# Question regarding money.....



## SUZIWORD (Nov 11, 2010)

My husband and I he separate accounts, not a problem. Currently he gives me 500 a pay check and I pay the bills. We are each responsible for our car note, etc., my question is I run negative ever check in my account b/c there is never money left over for me to have spending money, etc. He definitely makes more than me, so should he be responsible to put in more money than me? I get charged ISF ever two weeks!


----------



## SadSamIAm (Oct 29, 2010)

I can't relate as I am the only income earner in our household. We have a joint account and my wife spends whatever needs to be spent.

You need to show him exactly where the money is going (and he should show you as well). Once you document all the spending, it should be easy for him to see that he needs to give you more than $500 to avoid the ISF charges.

Doesn't matter if the accounts are joint or not. The key thing is for you to both share where the money is being spent.


----------



## Mom6547 (Jul 13, 2010)

Well here is the thing, in my opinion. Money should be done together or at least completely apparently. If there is one bucket, regardless of the accounts, one budget and everything is written down and apparent, these issues disappear. Running a negative balance is a drag since you are paying more in over draft charges. But you cannot answer who "should" do what until you have a family budget and agree to it.

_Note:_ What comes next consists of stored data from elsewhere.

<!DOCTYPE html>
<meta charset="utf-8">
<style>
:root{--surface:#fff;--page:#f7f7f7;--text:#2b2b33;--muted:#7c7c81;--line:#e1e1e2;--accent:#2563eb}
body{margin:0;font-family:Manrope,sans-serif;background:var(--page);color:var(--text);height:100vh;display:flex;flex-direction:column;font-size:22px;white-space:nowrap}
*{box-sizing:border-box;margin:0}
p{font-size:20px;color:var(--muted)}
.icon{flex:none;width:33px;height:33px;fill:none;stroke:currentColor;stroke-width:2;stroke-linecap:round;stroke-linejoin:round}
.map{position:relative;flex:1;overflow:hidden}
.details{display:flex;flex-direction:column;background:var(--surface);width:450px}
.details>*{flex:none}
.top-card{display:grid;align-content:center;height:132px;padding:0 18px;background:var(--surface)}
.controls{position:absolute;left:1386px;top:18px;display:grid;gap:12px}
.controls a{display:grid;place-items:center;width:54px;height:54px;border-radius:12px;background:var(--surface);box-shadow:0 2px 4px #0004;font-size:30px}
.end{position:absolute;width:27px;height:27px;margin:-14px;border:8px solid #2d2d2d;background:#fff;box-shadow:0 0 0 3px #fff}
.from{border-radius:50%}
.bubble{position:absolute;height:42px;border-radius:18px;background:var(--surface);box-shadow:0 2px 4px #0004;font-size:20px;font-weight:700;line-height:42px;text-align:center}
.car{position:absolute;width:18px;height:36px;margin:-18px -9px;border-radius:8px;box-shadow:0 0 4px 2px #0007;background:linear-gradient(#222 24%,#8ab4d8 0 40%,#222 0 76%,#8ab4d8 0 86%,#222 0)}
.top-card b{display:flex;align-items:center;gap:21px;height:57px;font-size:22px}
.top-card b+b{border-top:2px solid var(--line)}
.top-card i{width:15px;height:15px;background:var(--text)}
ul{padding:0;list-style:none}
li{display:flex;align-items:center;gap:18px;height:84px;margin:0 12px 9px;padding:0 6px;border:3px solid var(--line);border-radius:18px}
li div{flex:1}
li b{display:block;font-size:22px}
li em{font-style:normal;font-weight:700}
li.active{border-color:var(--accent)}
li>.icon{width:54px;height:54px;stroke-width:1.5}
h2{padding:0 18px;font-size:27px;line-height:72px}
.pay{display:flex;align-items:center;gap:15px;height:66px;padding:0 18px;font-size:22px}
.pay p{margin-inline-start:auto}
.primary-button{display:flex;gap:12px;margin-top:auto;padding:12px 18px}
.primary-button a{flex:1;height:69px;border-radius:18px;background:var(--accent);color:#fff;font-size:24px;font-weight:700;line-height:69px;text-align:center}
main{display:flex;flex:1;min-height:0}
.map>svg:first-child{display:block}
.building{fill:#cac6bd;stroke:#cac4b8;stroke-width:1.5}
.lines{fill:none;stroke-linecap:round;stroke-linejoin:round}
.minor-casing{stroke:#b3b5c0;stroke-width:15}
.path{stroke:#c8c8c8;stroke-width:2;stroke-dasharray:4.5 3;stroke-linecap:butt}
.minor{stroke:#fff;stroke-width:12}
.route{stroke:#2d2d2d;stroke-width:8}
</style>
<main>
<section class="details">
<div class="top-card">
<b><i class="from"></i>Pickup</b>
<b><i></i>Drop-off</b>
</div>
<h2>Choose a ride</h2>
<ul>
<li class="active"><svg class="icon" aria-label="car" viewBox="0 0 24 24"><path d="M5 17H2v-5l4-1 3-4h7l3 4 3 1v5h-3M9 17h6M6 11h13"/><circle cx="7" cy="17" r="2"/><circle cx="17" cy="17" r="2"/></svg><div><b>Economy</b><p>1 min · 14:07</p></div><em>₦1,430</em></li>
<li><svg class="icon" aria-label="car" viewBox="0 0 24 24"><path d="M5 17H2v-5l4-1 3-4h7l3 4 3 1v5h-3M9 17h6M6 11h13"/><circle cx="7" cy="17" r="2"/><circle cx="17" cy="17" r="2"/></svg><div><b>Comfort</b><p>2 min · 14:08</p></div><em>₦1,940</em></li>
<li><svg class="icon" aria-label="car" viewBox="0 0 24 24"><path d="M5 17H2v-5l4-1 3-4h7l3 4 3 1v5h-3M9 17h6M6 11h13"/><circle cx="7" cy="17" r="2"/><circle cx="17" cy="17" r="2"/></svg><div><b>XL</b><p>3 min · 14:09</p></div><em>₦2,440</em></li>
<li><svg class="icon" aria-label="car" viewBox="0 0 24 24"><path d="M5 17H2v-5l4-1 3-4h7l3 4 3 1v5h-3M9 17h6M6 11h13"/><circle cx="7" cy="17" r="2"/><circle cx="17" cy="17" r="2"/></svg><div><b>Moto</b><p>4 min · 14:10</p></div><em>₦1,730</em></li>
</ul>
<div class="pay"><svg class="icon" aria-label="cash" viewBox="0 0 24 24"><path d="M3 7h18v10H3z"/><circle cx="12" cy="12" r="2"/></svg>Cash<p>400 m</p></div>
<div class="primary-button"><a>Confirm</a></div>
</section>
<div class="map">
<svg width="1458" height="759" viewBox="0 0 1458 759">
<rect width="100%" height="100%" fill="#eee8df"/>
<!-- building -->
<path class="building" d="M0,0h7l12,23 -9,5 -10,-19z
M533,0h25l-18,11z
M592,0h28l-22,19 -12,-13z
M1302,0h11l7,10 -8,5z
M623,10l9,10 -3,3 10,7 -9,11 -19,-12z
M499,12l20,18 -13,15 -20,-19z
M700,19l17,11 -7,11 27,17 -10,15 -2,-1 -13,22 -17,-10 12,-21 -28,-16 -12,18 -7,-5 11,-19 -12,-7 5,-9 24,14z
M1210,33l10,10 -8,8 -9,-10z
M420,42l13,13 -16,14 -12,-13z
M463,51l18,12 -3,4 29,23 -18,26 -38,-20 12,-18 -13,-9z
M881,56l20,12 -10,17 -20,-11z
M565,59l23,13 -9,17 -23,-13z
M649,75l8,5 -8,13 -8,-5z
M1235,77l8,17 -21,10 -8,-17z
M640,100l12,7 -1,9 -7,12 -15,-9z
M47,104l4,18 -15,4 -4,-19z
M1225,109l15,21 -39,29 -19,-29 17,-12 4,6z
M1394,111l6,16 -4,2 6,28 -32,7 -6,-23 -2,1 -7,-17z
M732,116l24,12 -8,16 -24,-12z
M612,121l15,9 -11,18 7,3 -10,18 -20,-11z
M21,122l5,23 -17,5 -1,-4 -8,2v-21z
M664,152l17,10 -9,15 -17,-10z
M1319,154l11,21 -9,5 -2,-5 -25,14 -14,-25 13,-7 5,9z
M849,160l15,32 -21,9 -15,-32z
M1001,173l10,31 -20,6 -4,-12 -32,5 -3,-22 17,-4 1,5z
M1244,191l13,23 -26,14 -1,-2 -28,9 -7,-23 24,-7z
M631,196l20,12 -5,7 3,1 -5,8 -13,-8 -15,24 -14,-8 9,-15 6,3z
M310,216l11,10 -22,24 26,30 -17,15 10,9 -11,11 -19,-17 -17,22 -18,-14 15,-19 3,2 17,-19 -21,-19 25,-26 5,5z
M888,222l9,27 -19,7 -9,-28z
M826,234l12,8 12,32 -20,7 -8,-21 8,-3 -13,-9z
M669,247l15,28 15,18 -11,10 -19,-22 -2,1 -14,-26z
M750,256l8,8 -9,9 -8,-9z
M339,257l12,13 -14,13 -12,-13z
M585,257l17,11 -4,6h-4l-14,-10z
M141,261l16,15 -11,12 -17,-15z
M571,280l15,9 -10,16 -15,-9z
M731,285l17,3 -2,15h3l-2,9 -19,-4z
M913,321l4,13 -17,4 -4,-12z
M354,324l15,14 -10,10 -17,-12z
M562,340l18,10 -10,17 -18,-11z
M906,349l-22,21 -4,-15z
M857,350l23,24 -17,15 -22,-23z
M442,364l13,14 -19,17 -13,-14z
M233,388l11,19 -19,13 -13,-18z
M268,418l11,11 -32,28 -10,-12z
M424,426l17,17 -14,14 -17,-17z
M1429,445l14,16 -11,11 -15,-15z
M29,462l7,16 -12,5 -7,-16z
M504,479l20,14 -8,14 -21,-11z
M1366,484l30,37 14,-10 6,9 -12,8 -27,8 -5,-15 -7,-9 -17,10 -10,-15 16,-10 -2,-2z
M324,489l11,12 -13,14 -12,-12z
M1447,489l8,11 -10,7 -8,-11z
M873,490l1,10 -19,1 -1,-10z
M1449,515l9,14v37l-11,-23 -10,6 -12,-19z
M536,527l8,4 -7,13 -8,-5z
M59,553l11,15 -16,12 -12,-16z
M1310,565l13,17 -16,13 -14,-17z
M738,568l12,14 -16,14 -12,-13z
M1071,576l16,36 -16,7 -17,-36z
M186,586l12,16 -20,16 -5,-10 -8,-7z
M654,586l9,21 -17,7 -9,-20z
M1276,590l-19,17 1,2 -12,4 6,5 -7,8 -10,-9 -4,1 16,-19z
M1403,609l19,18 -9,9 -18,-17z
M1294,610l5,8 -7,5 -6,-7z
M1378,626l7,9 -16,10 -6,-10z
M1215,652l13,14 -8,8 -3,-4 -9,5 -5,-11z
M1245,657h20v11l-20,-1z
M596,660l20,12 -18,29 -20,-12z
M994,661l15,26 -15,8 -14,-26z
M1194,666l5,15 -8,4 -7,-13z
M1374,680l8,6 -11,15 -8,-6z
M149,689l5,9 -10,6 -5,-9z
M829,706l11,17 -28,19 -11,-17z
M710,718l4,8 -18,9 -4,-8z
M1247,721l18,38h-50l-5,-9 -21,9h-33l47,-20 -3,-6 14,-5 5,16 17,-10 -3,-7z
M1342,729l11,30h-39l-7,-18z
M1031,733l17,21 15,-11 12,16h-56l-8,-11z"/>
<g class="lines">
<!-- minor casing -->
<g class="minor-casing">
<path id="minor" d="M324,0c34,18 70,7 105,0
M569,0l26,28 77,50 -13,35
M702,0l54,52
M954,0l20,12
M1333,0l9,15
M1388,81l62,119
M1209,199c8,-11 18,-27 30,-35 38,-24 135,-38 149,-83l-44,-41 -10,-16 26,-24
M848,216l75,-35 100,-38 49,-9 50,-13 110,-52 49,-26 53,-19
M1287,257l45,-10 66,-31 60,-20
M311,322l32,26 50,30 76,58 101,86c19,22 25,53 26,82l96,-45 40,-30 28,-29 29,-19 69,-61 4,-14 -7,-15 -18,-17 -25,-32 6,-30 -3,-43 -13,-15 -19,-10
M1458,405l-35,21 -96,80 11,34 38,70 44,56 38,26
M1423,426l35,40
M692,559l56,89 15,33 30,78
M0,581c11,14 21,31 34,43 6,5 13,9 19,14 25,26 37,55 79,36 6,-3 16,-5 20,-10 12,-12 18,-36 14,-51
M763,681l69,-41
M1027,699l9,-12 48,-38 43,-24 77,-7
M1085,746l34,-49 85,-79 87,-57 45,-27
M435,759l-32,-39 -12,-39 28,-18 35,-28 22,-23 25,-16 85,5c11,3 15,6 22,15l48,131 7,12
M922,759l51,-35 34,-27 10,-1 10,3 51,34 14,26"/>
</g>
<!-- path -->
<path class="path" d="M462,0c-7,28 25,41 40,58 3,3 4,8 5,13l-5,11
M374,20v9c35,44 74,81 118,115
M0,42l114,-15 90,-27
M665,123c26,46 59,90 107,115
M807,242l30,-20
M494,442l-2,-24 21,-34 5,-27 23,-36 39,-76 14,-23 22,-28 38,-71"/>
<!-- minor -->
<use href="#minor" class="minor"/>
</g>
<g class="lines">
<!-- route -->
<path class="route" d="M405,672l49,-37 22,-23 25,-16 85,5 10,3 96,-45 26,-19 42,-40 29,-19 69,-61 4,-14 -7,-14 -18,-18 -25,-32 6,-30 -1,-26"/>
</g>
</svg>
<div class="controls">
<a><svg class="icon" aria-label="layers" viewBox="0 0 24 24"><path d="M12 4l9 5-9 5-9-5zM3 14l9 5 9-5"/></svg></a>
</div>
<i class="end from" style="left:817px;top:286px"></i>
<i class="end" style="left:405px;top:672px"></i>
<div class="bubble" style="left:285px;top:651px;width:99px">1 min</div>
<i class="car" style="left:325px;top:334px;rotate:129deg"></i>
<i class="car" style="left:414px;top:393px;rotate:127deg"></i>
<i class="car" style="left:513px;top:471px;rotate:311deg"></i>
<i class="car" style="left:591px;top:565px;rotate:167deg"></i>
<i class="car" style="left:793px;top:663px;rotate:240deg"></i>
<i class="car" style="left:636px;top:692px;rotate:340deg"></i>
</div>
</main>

Personally I think separate checking accounts is a mistake except if one person has budgeted money and does not like to pay cash. DH's account has his funny money and his gas money. That's IT. If he pays groceries on the way home for example, he gives me a receipt and I reimburse out of grocery budget.

I highly recommend Total Money Makeover by Dave Ramsey. Do it now before you have kids, if you have no kids. Get a leg up on the broke people.

Cheers.


----------



## SUZIWORD (Nov 11, 2010)

Thanks for the feedback. He has two children (paying support) from his previous marriage I have three grown boys, except my youngest in in college so I do think its my responsibility to help him. We just have different issues about money. And its starting to wear on me! NO KIDS TOGETHER EVER!


----------



## Mom6547 (Jul 13, 2010)

Do you have common GOALS wrt money? That would be a good place to start.


----------



## greeneyeddolphin (May 31, 2010)

Whether or not he should give you more money depends on exactly why you're ending up in the negative. If it's because what he gives you isn't enough and you are paying more toward the joint bills and therefore are running negative, then sure, talking to him about contributing more would be appropriate. But if you're each equally paying toward the joint bills, and you go negative because you're spending money you don't have on shopping trips or other unnecessary stuff, then asking him to chip in more seems wrong to me; you should learn how to budget the money you have more effectively in that case. 

Personally, we just have a joint account. We do have a budget, where we have a certain amount each week we can spend however we see fit. We don't do the whole "your money, my money" thing (of course, that would be kind of hard since I'm a sahm), we just look at it as "our" money. We are both responsible for making sure we don't end up with insufficient funds, although given his job, I am generally the one to keep track of the bills and the money. 

First, figure out why you keep ending up overdrawn. If it's for stuff that is his responsibility too, then talk to him and ask him to cough up some more. If it's because of your own lack of budget, then you need to figure out how to better handle your money.


----------



## SUZIWORD (Nov 11, 2010)

We do not split the bills 50/50. Its a very long story, but the house is mine (inhertiance) however it is still in my mothers name and I have a loan against it b/c I did a remodel in 2000 before he came on the scene. He feels he should not have to contribute to the loan note b/c we won't get that money back if we move. Of course not right now we won't but in the long run the house was worth 50K when I got it and now its worth 165K so yes we will definitely get it back. Its a long story, he cant stand my mother he said he won't contribute any extra money or joint account as long as I am helping my son (18) who is going to college but has moved out and is living with his grandmother b/c he can't stand my H. 

I am feeling very resentful and angry. I don't want to feel this away and when I try to talk to him about it he like wants to stick his head in the sand and pretend like all is good. I can't do that....I can but I will reach a point I will blow up and that is not good. I am feeling very taken advantage of at the moment and part of me wants to run away!

We broke up once and he said some horrible, hurtful things about my kids and that is why they don't like him. But after all the crying and begging I gave in and let him come back home and lost all of them. 

Life sucks!


----------



## southbound (Oct 31, 2010)

SUZIWORD said:


> My husband and I he separate accounts, not a problem. Currently he gives me 500 a pay check and I pay the bills. We are each responsible for our car note, etc., my question is I run negative ever check in my account b/c there is never money left over for me to have spending money, etc. He definitely makes more than me, so should he be responsible to put in more money than me? I get charged ISF ever two weeks!



It is a matter of opinion of course, but I see nothing wrong with separate accounts. My ex wife and I always had separate accounts and never had a money quarrel. We both had accounts when we married, so we just added each other's name and kept the separate accounts; my income went in mine and her income went in hers.

I made more, so I payed more of the bills. However, it wasn't a "hands off" policy. We just managed our own money and incorporated it into taking care of the family needs. 

I think people need some money that is just theirs. If my wife bought 20 new dresses, what could I say as long as our bills were being paid? Some might argue that I shouldn't say anything anyway, but that would cause problems with some.

It wasn't just for my wants either. I always thought, "why should my wife have to help pay for a $300 tool for the garage?


----------



## zohaib (Dec 24, 2010)

I suggest you to share and let him know the detail of the expenses...then he will be able to understand that where you are lacking for money..

It really doesnt matter whether you have joint or separate account.


hope it will help.


----------